**Data in this exercise**
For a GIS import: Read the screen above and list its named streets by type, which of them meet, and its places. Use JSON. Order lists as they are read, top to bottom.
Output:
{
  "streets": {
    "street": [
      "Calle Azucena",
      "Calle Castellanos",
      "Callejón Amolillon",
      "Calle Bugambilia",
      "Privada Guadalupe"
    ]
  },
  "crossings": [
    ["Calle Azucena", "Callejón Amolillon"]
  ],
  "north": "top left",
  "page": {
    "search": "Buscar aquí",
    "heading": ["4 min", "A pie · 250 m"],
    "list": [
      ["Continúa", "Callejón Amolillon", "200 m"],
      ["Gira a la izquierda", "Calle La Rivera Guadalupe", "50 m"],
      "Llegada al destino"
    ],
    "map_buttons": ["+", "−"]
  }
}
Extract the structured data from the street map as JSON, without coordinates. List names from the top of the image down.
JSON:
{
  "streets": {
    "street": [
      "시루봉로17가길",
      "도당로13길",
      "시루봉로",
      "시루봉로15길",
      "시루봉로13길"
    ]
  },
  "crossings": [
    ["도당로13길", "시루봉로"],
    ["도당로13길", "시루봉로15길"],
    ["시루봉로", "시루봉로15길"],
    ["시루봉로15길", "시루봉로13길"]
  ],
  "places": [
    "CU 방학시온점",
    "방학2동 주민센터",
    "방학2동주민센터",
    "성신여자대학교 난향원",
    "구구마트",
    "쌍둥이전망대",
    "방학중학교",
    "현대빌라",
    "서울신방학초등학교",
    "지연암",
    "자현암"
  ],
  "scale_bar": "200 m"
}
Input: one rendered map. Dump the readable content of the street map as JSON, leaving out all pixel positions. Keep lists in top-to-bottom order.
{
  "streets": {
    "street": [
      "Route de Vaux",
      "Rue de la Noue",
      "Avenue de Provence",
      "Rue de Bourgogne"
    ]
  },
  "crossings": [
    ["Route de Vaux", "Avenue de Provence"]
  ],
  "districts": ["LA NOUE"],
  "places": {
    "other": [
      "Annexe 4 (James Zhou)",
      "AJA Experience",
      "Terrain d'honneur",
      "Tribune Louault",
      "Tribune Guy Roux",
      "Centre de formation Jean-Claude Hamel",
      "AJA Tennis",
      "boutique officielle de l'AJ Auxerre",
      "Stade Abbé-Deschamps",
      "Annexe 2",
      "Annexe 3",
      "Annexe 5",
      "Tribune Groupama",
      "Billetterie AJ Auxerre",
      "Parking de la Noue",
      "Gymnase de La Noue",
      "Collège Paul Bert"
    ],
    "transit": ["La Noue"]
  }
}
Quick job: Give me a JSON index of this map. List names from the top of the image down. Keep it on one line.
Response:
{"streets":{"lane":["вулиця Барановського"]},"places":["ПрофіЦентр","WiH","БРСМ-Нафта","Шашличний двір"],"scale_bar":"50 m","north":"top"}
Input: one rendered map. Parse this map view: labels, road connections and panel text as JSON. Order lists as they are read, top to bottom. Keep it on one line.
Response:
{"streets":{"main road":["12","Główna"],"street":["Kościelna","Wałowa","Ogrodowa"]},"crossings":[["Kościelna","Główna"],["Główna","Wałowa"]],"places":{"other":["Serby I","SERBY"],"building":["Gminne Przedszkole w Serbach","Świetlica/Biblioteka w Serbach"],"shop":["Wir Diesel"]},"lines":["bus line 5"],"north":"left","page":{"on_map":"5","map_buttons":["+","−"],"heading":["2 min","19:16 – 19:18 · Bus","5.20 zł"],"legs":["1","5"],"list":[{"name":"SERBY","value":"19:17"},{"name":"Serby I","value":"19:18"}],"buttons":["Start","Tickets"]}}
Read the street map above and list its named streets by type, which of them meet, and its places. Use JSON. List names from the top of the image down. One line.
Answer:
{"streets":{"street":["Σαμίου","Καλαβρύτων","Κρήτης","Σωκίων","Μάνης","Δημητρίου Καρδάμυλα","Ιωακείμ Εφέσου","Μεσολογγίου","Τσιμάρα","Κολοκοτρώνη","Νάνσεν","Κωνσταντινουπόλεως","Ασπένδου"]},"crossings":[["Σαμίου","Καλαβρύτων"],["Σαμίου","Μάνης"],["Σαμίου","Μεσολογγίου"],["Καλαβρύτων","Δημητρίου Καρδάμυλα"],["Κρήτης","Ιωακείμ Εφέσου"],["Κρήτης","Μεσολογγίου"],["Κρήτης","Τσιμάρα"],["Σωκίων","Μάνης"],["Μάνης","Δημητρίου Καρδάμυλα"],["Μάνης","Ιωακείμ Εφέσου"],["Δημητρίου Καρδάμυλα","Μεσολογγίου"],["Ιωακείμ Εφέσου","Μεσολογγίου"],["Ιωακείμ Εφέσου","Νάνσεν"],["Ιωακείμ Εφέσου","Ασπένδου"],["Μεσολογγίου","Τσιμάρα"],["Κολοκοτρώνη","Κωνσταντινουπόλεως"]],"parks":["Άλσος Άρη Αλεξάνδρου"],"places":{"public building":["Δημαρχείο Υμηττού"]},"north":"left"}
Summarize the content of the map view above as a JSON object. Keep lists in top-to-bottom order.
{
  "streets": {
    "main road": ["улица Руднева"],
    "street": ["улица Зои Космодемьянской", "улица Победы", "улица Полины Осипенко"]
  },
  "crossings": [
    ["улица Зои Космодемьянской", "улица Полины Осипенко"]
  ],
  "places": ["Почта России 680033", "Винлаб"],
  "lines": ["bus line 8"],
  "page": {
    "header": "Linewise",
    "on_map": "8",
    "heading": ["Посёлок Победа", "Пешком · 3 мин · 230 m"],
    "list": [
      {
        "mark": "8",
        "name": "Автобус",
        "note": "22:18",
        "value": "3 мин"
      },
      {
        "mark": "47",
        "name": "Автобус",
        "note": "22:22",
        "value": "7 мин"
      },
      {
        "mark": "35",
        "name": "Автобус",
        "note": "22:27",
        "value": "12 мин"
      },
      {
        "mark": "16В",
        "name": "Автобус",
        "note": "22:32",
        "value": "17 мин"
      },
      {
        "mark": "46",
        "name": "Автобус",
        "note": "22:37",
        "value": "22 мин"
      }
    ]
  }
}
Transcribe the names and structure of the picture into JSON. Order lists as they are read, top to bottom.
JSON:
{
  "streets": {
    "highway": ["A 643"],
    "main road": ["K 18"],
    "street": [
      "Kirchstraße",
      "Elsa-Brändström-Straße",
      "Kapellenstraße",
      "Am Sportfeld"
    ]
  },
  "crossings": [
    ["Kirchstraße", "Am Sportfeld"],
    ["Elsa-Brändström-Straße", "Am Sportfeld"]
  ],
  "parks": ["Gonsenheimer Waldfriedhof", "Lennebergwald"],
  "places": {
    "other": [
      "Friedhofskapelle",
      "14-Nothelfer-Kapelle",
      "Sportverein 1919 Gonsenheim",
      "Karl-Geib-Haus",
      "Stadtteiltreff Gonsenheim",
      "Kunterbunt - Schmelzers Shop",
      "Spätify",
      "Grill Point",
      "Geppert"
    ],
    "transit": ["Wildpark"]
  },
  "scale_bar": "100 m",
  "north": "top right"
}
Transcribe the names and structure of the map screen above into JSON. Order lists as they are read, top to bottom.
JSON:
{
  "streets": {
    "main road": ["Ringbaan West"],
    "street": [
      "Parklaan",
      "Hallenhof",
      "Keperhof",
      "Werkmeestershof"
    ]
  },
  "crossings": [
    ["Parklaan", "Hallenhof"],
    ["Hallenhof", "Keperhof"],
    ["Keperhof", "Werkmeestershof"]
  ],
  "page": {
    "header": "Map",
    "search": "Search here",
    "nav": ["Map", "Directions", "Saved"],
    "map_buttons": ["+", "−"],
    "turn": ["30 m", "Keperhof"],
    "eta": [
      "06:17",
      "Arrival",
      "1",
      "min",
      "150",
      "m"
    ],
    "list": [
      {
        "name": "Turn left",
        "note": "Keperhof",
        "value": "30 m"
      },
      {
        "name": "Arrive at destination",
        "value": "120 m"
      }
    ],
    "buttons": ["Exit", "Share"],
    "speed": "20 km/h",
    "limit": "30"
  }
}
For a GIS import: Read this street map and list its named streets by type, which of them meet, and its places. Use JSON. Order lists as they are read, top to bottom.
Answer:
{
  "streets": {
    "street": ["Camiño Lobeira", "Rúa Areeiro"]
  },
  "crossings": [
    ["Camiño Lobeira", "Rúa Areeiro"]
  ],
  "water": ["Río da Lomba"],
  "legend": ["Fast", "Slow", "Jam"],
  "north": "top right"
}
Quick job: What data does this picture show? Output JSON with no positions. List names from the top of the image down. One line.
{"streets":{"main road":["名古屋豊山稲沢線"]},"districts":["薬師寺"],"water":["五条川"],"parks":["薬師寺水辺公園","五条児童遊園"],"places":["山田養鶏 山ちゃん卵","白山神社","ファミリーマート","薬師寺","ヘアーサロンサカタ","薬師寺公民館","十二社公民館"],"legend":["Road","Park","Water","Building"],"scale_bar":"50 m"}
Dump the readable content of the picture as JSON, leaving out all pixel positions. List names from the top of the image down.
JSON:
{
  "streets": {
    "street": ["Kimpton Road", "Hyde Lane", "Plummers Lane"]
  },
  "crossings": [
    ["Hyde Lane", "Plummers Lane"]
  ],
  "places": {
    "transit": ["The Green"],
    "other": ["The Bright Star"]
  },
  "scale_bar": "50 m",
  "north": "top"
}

**What you should do**
Repeat word for word from the line holding "For a GIS import: Read this" down to the last line above, including both.

**Result below**
For a GIS import: Read this street map and list its named streets by type, which of them meet, and its places. Use JSON. Order lists as they are read, top to bottom.
Answer:
{
  "streets": {
    "street": ["Camiño Lobeira", "Rúa Areeiro"]
  },
  "crossings": [
    ["Camiño Lobeira", "Rúa Areeiro"]
  ],
  "water": ["Río da Lomba"],
  "legend": ["Fast", "Slow", "Jam"],
  "north": "top right"
}
Quick job: What data does this picture show? Output JSON with no positions. List names from the top of the image down. One line.
{"streets":{"main road":["名古屋豊山稲沢線"]},"districts":["薬師寺"],"water":["五条川"],"parks":["薬師寺水辺公園","五条児童遊園"],"places":["山田養鶏 山ちゃん卵","白山神社","ファミリーマート","薬師寺","ヘアーサロンサカタ","薬師寺公民館","十二社公民館"],"legend":["Road","Park","Water","Building"],"scale_bar":"50 m"}
Dump the readable content of the picture as JSON, leaving out all pixel positions. List names from the top of the image down.
JSON:
{
  "streets": {
    "street": ["Kimpton Road", "Hyde Lane", "Plummers Lane"]
  },
  "crossings": [
    ["Hyde Lane", "Plummers Lane"]
  ],
  "places": {
    "transit": ["The Green"],
    "other": ["The Bright Star"]
  },
  "scale_bar": "50 m",
  "north": "top"
}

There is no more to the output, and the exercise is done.